History of Opportunistic Encryption

Opportunistic Encryption (OE) was the primary motivation for the original FreeS/WAN project, all the way back in 1996. OE's goal was to use upcoming IPsec protocols to secure not just a few important links (aka VPNs), but each and every computer on the Internet. Unfortunately, the market was moving in different ways. There was money to be made on domain registrations, domain security, security software, and digital certificates for each and every user and application. Big corporations like Network Solutions and Verisign and Thawte provided the X.509 Certificate frameworks, and the big software vendors like IBM and Microsoft provided expensive groupware suites to authenticate these users, based on big corporate user hierarchies. Of course, this is not what the Internet is good at. The Internet's strength is not its few big players, but its decentralized way of handling everything.
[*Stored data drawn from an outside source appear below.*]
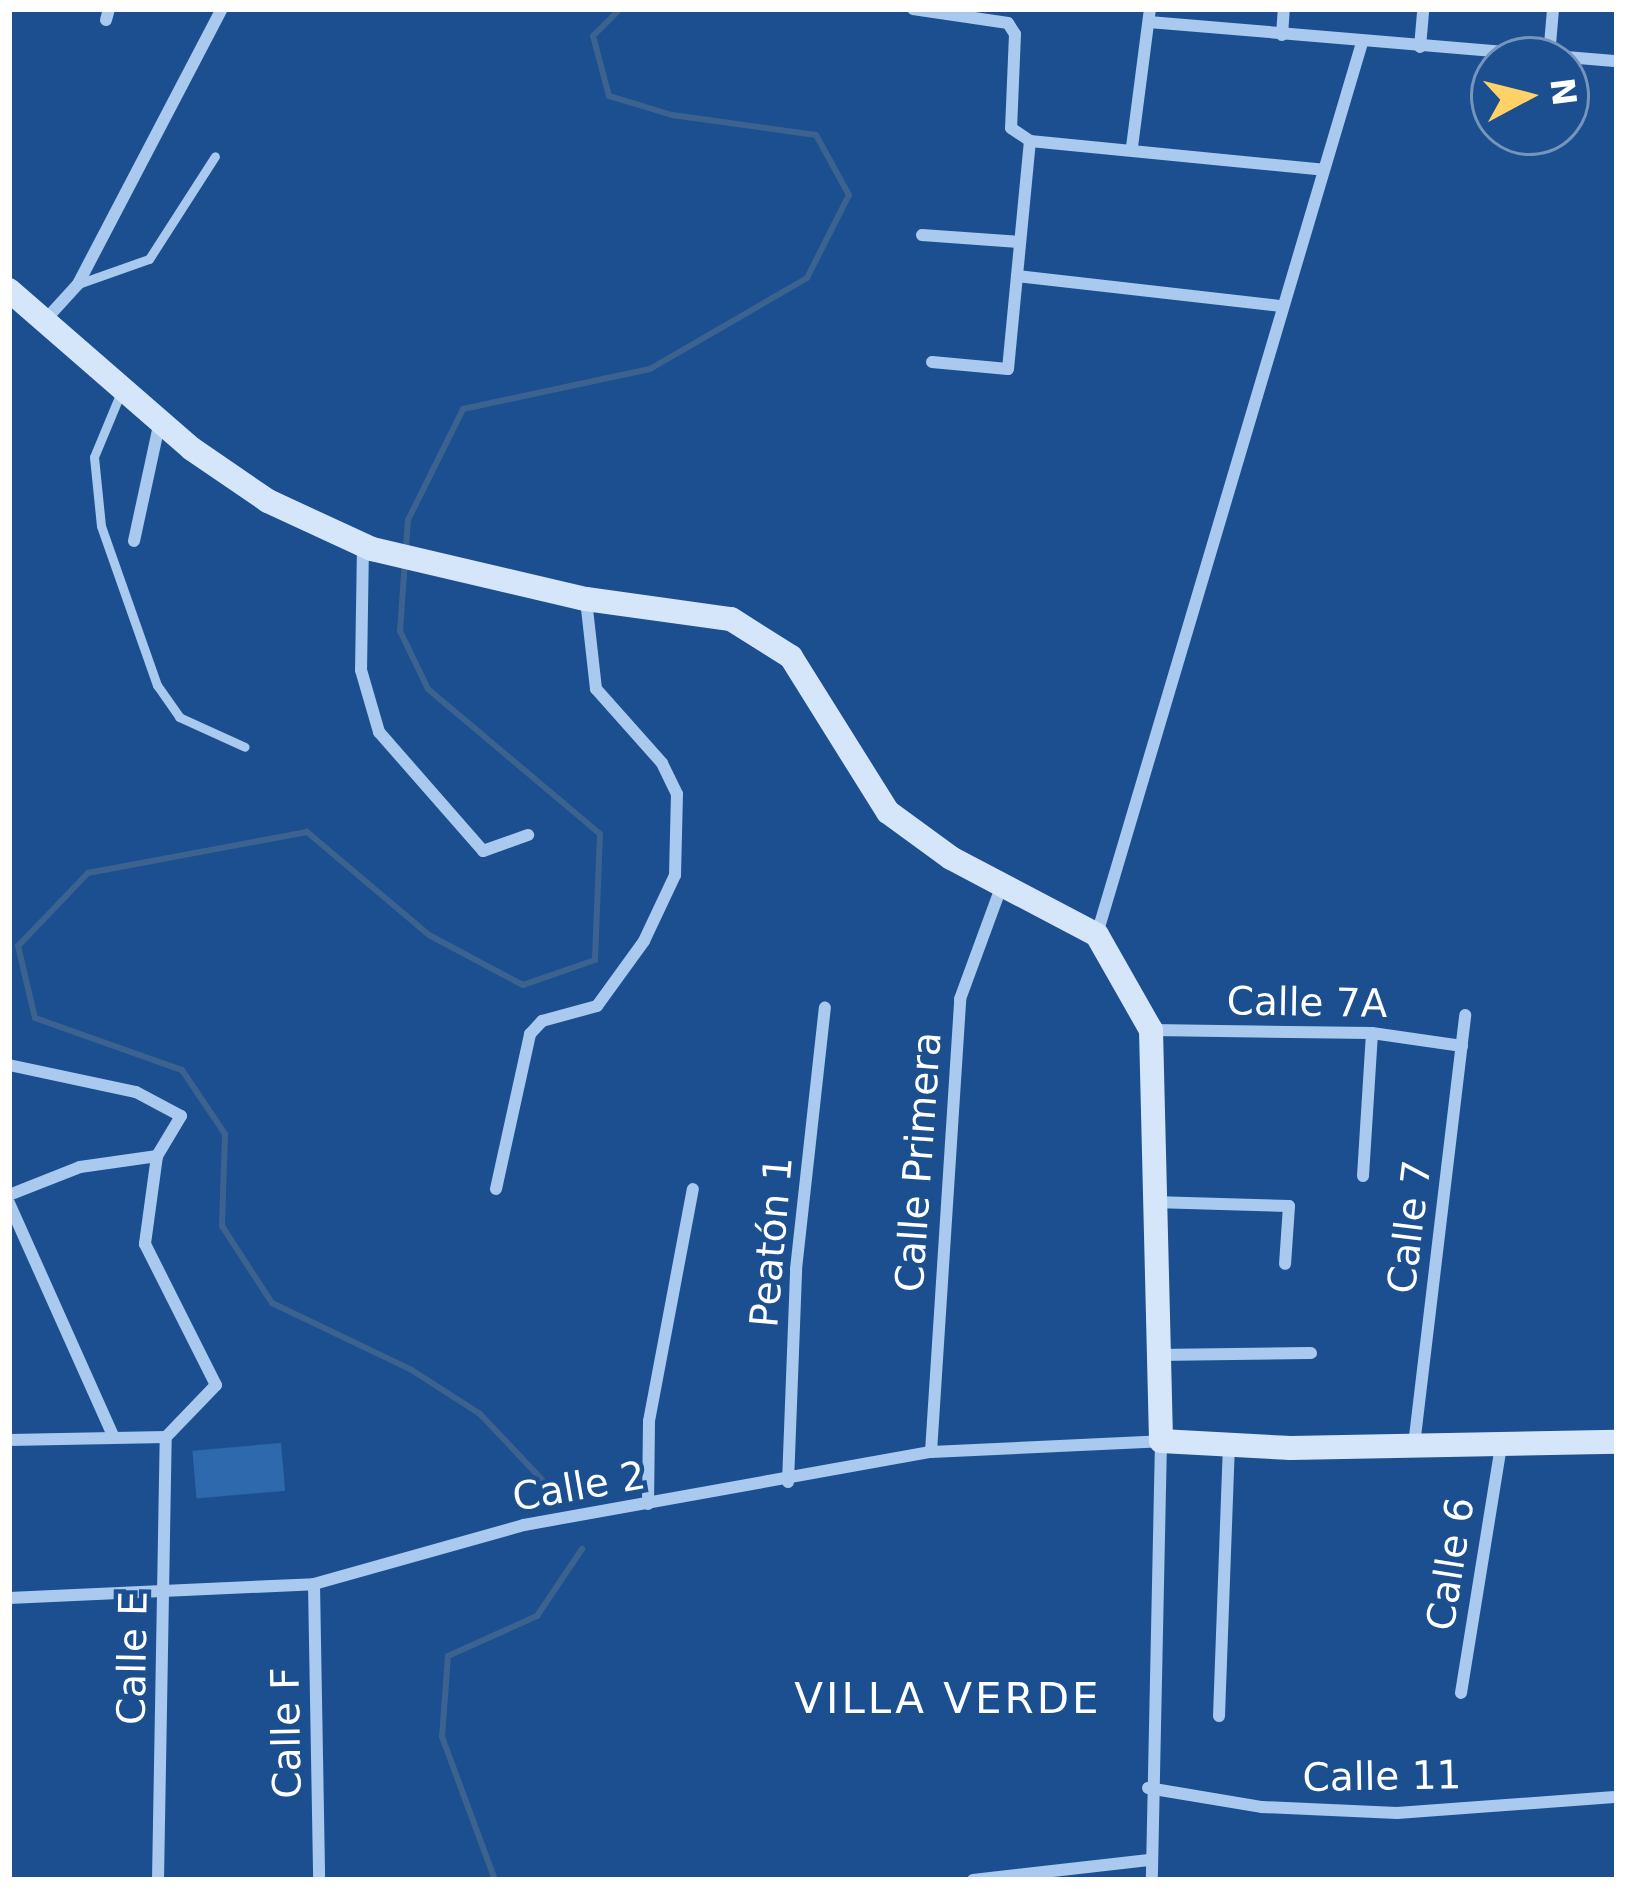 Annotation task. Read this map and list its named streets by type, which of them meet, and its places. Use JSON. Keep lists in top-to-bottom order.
{
  "streets": {
    "street": [
      "Calle 7A",
      "Calle Primera",
      "Calle 7",
      "Peatón 1",
      "Calle 2",
      "Calle 6",
      "Calle E",
      "Calle F",
      "Calle 11"
    ]
  },
  "crossings": [
    ["Calle 7A", "Calle 7"],
    ["Calle Primera", "Calle 2"],
    ["Peatón 1", "Calle 2"],
    ["Calle 2", "Calle E"],
    ["Calle 2", "Calle F"]
  ],
  "districts": ["VILLA VERDE"],
  "north": "right"
}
Even though the FreeS/WAN project pushed various technologies to the IETF, that process was very slow. The consequences of that slow process are still visible, as workarounds have had to be deployed to kickstart the entire acceptance and usability of OE. Most importantly, changes in the DNS have taken almost ten years to complete. Finally, there is now an official method for storing public IPsec keys in DNS. It is described in RFC 4025.

Trusting Third Parties

Let us move back to our original dilemma though. How do we encrypt communications between all hosts on the Internet? Securing two hosts is easy. A dozen is doable, but how are we going to secure millions of hosts? Of course, if we are talking about millions of hosts, we cannot use anything based on shared secrets, as the whole world would need to know this secret and it would not be a secret anymore. We have to use public key cryptography, such as RSA or DSA, and clearly we cannot call up all the system administrators and ask for their public keys. We need a place to store and retrieve these public keys dynamically.